Harvard remains silent on world affairs after Israeli-Hamas backlash

Harvard University has said it will no longer take a public position on world affairs after backlash over its response to the war between Israel and Hamas.

The Ivy League institution said it would follow the recommendations of a university committee that warned the university that speaking outside its areas of expertise, such as issuing political statements, threatened “the integrity and the credibility of the institution.

This comes after the university drew widespread condemnation with its response to the Oct. 7 Hamas attack and its handling of campus protests against Israel’s war in Gaza that followed.

Harvard’s response to the attack on Israel was criticized by both Democrats and Republicans, who ridiculed both the slow response and its final statement as “word salad.”

Claudine Gay, Harvard’s president, resigned in January after a widely criticized appearance before a U.S. congressional committee, during which she refused to say that calling for the genocide of Jews violated university policy.
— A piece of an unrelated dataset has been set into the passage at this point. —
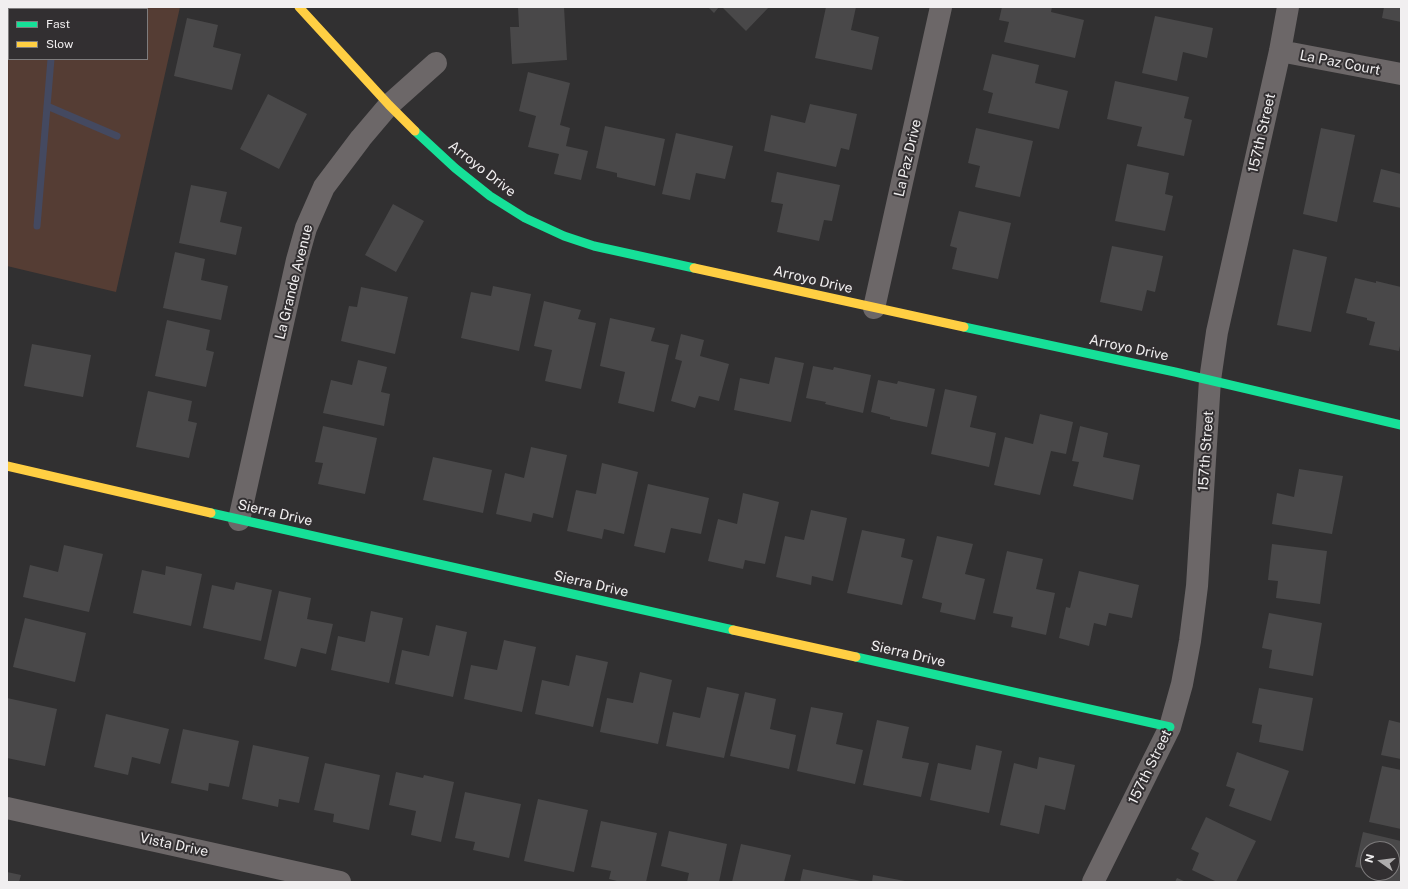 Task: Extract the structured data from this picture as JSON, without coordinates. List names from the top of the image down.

A committee of eight Harvard faculty members was formed in April and released a report this week concluding that the university and its leaders should not “issue official statements on public issues that do not directly affect the main function of the university” as an academic institution.

He adds that by “issuing official statements of empathy, the university runs the risk of giving the impression that it cares more about certain places and events than others.”

Furthermore, “innocuous official statements can cause further distress to the very groups they are intended to comfort.”

The report adds: “The university is not a government charged with addressing all matters of foreign and domestic policy, and its leaders are not, and should not be, selected for their personal political beliefs . »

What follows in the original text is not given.